The way you feel is ok
I’m gonna be the one to say it. Whatever it is what you feel when you’re feeling triggered, or overstimulated, or whatever word we use to describe it. Those feelings are valid, it matters and you aren’t doing anything wrong by feeling that way. Give yourself the space to accept that emotion and to feel it and give it the acknowledgment it needs. Once you have identified what emotion you are feeling, you will be able to figure out how to attend to yourself in the right way.
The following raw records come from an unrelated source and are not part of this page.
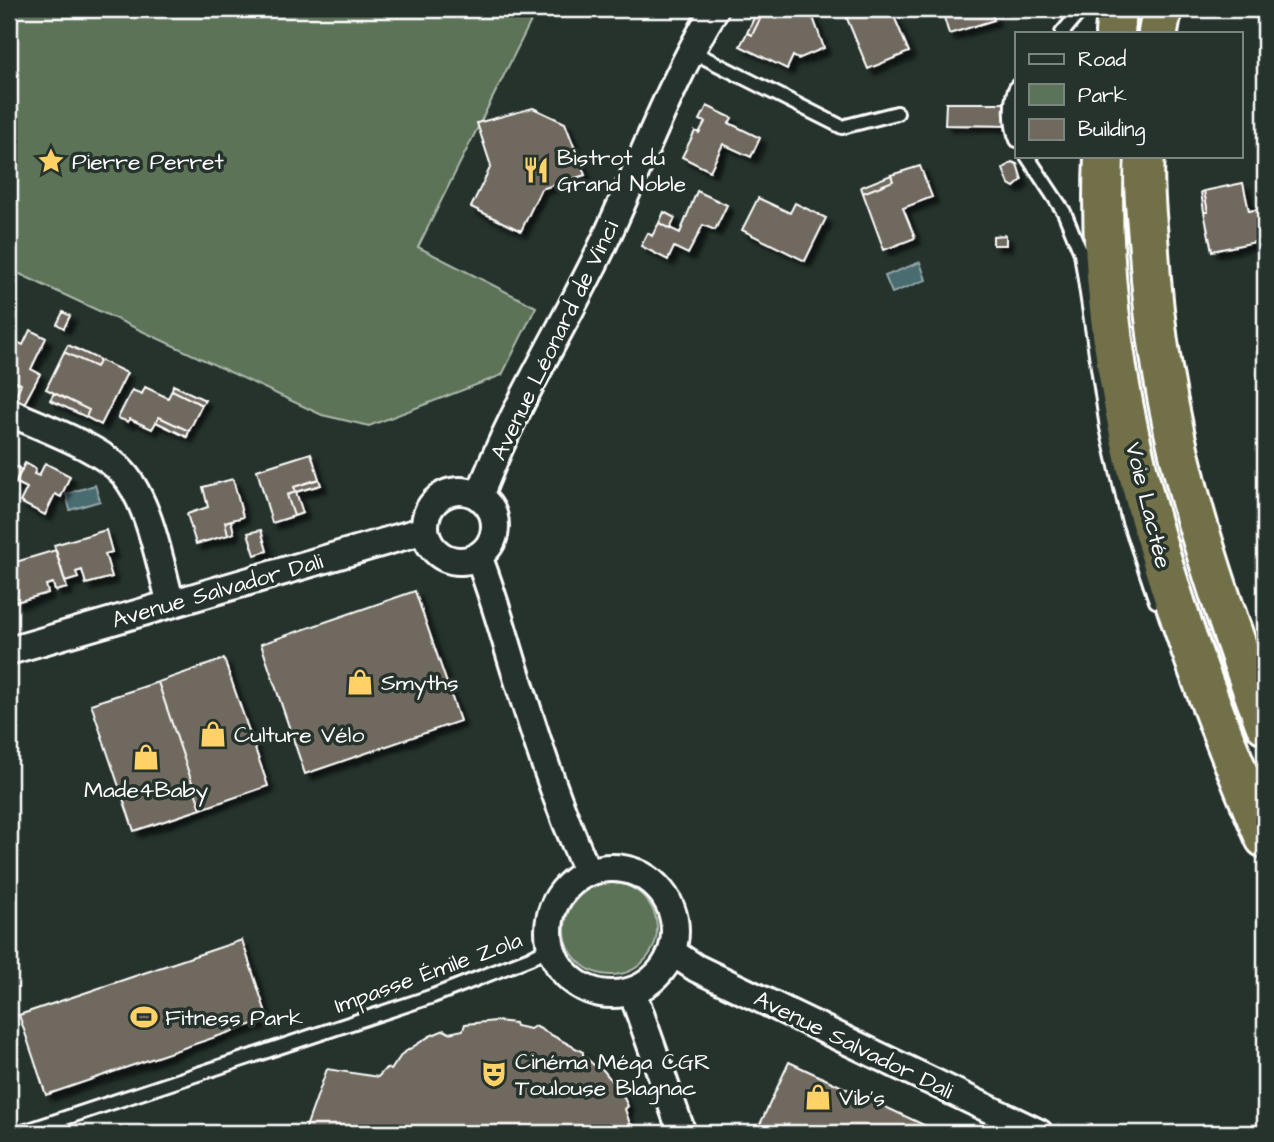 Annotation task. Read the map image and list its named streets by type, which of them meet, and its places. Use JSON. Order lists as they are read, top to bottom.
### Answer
{
  "streets": {
    "highway": ["Voie Lactée"],
    "street": ["Avenue Léonard de Vinci", "Avenue Salvador Dali"],
    "lane": ["Impasse Émile Zola"]
  },
  "crossings": [
    ["Avenue Léonard de Vinci", "Avenue Salvador Dali"],
    ["Avenue Salvador Dali", "Impasse Émile Zola"]
  ],
  "places": {
    "place": ["Pierre Perret"],
    "restaurant": ["Bistrot du Grand Noble"],
    "shop": [
      "Smyths",
      "Culture Vélo",
      "Made4Baby",
      "Vib's"
    ],
    "sports": ["Fitness Park"],
    "theatre": ["Cinéma Méga CGR Toulouse Blagnac"]
  },
  "legend": ["Road", "Park", "Building"]
} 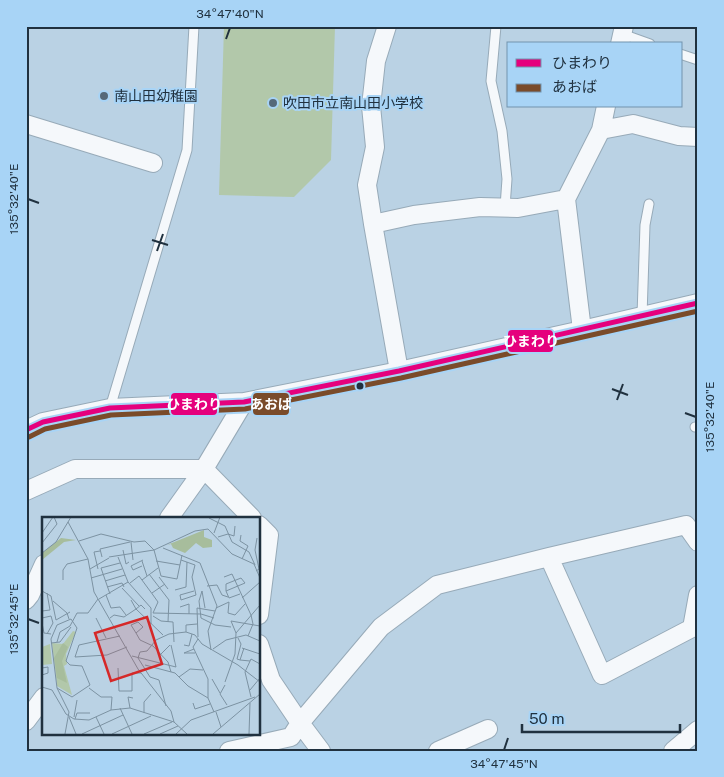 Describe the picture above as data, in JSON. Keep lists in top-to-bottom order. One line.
{"places":["南山田幼稚園","吹田市立南山田小学校"],"lines":["transit line ひまわり","transit line あおば"],"legend":["ひまわり","あおば"],"scale_bar":"50 m","coordinates":["34°47'40\"N","135°32'40\"E","135°32'45\"E","34°47'45\"N"]}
If you have ever been made to feel bad for how you feel then I am sorry. You should not have. Our emotions are our guidance. When we begin to accept and notice them, we are able to learn how to process them and make decisions that serve us well. However when we have been suppressing our emotions, or expressing them in unhealthily learned ways, then it can take a toll on us. But we can heal and we can learn healthier ways to regulate.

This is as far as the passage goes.